The hope all investors have is to find that startup that can be valued based on traditional earnings multiple formulae. But, in the present Indian ecosystem, such a startup is truly a mythical beast. We see in developed markets like the US, companies like Tesla and Uber getting valued in the billions—Tesla is valued at about $400 billion, while Uber’s valuation is at about $60 billion—-for their execution and business model. Uber continues to make losses, while Tesla has been able to show profits only because of the income from the sale of its regulatory credits; Tesla’s core business of electric vehicle manufacturing and sales is loss-making. Current profitability is not that important a concern, as the future looks bright.
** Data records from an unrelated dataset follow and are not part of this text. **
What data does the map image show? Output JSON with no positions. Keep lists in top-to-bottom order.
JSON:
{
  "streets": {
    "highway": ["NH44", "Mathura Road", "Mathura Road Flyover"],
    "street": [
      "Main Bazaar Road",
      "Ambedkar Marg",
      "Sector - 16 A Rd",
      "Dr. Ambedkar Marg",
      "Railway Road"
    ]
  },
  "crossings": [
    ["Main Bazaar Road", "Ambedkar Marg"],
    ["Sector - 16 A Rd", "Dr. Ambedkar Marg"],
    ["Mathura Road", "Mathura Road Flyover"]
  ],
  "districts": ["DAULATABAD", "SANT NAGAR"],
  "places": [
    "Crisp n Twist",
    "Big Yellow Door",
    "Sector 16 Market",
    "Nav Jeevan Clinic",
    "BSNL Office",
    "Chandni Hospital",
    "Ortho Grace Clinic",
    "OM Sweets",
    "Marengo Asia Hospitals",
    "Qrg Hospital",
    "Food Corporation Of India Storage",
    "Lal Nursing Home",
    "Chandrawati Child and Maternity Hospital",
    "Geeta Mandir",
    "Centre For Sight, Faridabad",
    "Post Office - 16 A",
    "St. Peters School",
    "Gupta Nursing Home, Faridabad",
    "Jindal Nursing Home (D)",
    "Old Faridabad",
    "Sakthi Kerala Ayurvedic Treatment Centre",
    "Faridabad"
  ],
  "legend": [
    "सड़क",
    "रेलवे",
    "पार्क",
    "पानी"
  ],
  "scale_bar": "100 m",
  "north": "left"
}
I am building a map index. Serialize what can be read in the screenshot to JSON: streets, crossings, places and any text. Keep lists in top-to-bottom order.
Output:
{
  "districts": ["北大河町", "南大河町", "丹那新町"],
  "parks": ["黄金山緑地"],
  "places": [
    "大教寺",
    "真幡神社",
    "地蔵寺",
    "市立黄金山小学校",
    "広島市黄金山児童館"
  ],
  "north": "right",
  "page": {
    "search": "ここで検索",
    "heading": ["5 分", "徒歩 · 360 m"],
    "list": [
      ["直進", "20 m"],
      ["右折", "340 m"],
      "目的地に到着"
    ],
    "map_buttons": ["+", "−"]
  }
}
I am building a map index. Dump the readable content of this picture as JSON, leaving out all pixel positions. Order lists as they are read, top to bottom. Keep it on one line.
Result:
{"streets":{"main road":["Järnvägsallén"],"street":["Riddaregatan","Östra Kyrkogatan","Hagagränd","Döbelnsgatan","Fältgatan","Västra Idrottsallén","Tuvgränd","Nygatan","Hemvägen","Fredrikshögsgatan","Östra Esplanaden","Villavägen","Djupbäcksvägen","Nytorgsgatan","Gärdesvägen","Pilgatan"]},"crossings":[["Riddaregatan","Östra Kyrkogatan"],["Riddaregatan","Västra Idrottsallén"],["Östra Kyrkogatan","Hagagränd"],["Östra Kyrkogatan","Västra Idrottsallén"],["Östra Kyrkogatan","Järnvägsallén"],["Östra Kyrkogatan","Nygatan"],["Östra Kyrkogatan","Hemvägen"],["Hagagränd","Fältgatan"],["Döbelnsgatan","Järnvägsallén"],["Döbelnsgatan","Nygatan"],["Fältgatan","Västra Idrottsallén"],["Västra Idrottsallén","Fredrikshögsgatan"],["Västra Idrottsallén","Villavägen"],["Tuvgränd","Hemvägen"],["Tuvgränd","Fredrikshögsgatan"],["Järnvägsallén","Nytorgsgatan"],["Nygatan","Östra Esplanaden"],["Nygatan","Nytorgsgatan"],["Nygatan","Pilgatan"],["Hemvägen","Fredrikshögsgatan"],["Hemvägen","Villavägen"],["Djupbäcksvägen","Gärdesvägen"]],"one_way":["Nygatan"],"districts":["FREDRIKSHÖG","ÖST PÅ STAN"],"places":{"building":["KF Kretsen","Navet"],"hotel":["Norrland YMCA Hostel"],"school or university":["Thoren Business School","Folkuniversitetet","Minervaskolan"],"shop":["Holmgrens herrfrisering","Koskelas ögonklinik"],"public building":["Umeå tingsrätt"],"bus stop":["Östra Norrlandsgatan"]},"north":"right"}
Why can’t startups be like public companies?
This is a lament I have heard from investors who have traditionally invested in the public market. It can do you only harm if you compare startups to publicly listed companies. In the public market, the companies are established and profitable ventures with steady growth and detailed and transparent reporting and analysis help investors better manage risks, hedge bets, and realign allocation. Startups are high growth companies, with high cash burn rates and losses. They are most likely working on new technology offerings or disrupting existing industries or carving out new niches. Obviously then the risk is high. However, only startups have the potential to create exponential value and offer non-linear growth. I will write a specific piece on public markets versus private markets in the near future to elaborate further.
Globally, the private market has outperformed the public market, with global PE net asset value has multiplied eight times since 2000. This is about three times faster than public market capitalization, which has grown approximately 2.8 times over the same period, according to McKinsey & Company’s Global Private Markets Review 2020.
For investors looking to diversify from public to private market, investing in a growth stage startup is an easier bridge to cross than early-stage investments. Like I said, growth-stage companies have performance metrics that investors can assess. Thus, compared to early-stage investing, in the growth-stage, there is ‘medium’ risk and still potential for high returns.
The Exit Challenge
While exit opportunities continue to worry many investors in India, the market is definitely maturing and acquisitions like the $300-million Byju’s-WhiteHat Jr deal definitely boost confidence. A report by EY and Indian Private Equity and Venture Capital Association shows that the total value of PE and VC exits stood at $11.1 billion in 2019. However, private equity and venture capital investments are still relatively illiquid and the holding period can be quite long, going beyond even five years. This is why in more developed markets like the US, the private equity secondary market has come up and is maturing. With the Indian startup ecosystem becoming more stable and mature, there is great potential for a private equity marketplace in India. We at LetsVenture Plus offer a transparent private equity marketplace, ensuring investors are informed and a growth stage startup has wider access to investor money from UHNIs and Family Offices, serving a dual purpose of increased domestic capital participation and, at the same time, providing exits to early investors and ESOP holders. As the Indian startup ecosystem grows from strength to strength, I envision bringing more such product offerings that enable greater liquidity and exit options to investors and be a true blood marketplace.
Those looking to back growth-stage startups should not make investment decisions purely based on excel sheets and charts. The metrics definitely help, but understanding what makes a company truly tick is what will set apart a winning investment from the rest. And as I say, focus on the three Es – Execution, Execution, Execution.